# [WORK ORDER]
All of the data that follows is to be written out exactly, with images excluded.

Collected data

────────────────

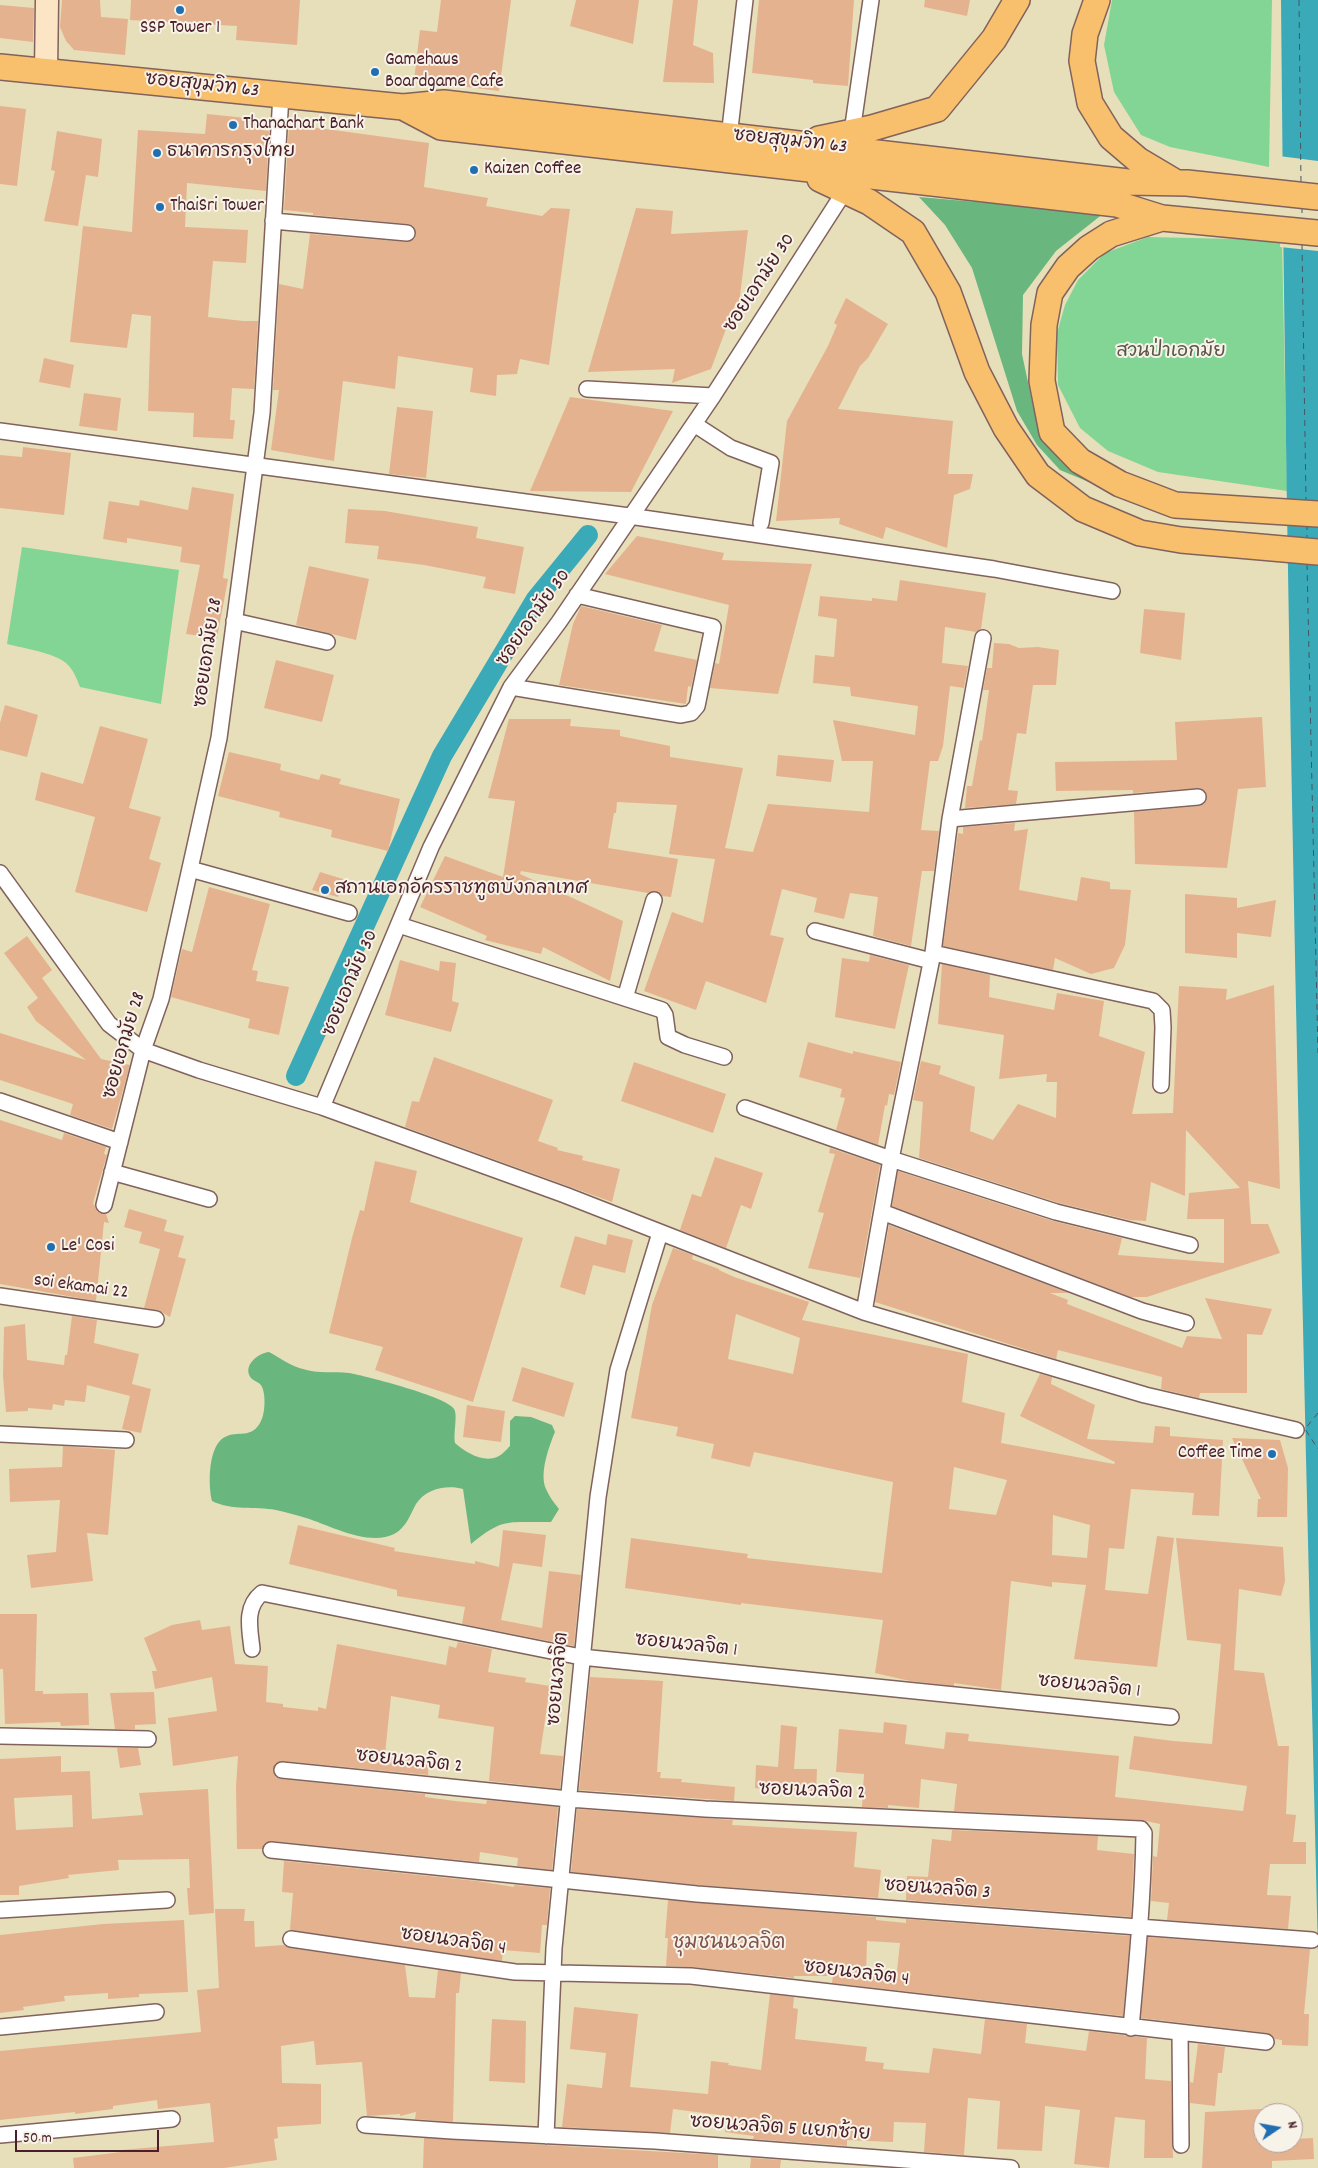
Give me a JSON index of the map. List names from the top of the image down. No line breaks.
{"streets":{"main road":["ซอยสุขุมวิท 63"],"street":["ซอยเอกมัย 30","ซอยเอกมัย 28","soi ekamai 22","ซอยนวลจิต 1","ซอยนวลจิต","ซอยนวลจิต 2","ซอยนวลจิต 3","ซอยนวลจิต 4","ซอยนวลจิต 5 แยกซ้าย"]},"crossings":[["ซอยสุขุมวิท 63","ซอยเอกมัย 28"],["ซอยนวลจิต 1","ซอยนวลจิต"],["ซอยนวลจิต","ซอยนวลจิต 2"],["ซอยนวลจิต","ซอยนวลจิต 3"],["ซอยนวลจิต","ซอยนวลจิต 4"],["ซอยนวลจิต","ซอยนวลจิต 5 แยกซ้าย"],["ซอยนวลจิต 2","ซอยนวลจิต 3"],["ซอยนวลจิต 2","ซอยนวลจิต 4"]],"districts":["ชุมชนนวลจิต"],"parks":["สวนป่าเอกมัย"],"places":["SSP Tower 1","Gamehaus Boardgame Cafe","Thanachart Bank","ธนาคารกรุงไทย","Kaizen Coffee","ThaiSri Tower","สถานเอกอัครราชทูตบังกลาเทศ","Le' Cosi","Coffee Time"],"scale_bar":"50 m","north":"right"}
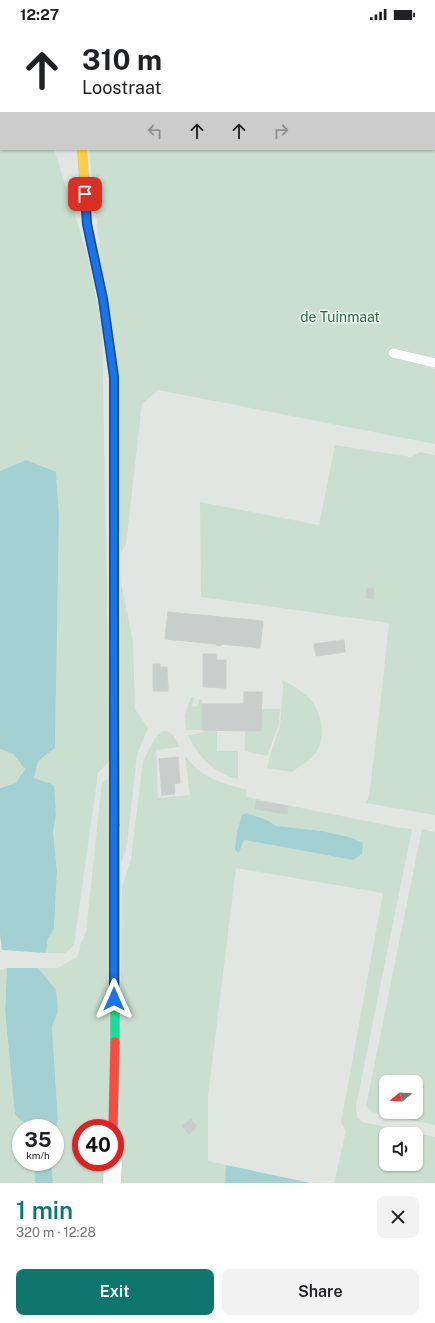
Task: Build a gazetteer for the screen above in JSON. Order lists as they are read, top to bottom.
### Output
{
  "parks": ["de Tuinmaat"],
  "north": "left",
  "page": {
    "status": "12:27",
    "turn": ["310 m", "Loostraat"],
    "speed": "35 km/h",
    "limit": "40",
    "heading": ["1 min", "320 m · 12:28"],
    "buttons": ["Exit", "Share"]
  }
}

────────────────

# [EXERCISE ANSWER]
Give me a JSON index of the map. List names from the top of the image down. No line breaks.
{"streets":{"main road":["ซอยสุขุมวิท 63"],"street":["ซอยเอกมัย 30","ซอยเอกมัย 28","soi ekamai 22","ซอยนวลจิต 1","ซอยนวลจิต","ซอยนวลจิต 2","ซอยนวลจิต 3","ซอยนวลจิต 4","ซอยนวลจิต 5 แยกซ้าย"]},"crossings":[["ซอยสุขุมวิท 63","ซอยเอกมัย 28"],["ซอยนวลจิต 1","ซอยนวลจิต"],["ซอยนวลจิต","ซอยนวลจิต 2"],["ซอยนวลจิต","ซอยนวลจิต 3"],["ซอยนวลจิต","ซอยนวลจิต 4"],["ซอยนวลจิต","ซอยนวลจิต 5 แยกซ้าย"],["ซอยนวลจิต 2","ซอยนวลจิต 3"],["ซอยนวลจิต 2","ซอยนวลจิต 4"]],"districts":["ชุมชนนวลจิต"],"parks":["สวนป่าเอกมัย"],"places":["SSP Tower 1","Gamehaus Boardgame Cafe","Thanachart Bank","ธนาคารกรุงไทย","Kaizen Coffee","ThaiSri Tower","สถานเอกอัครราชทูตบังกลาเทศ","Le' Cosi","Coffee Time"],"scale_bar":"50 m","north":"right"}
Task: Build a gazetteer for the screen above in JSON. Order lists as they are read, top to bottom.
### Output
{
  "parks": ["de Tuinmaat"],
  "north": "left",
  "page": {
    "status": "12:27",
    "turn": ["310 m", "Loostraat"],
    "speed": "35 km/h",
    "limit": "40",
    "heading": ["1 min", "320 m · 12:28"],
    "buttons": ["Exit", "Share"]
  }
}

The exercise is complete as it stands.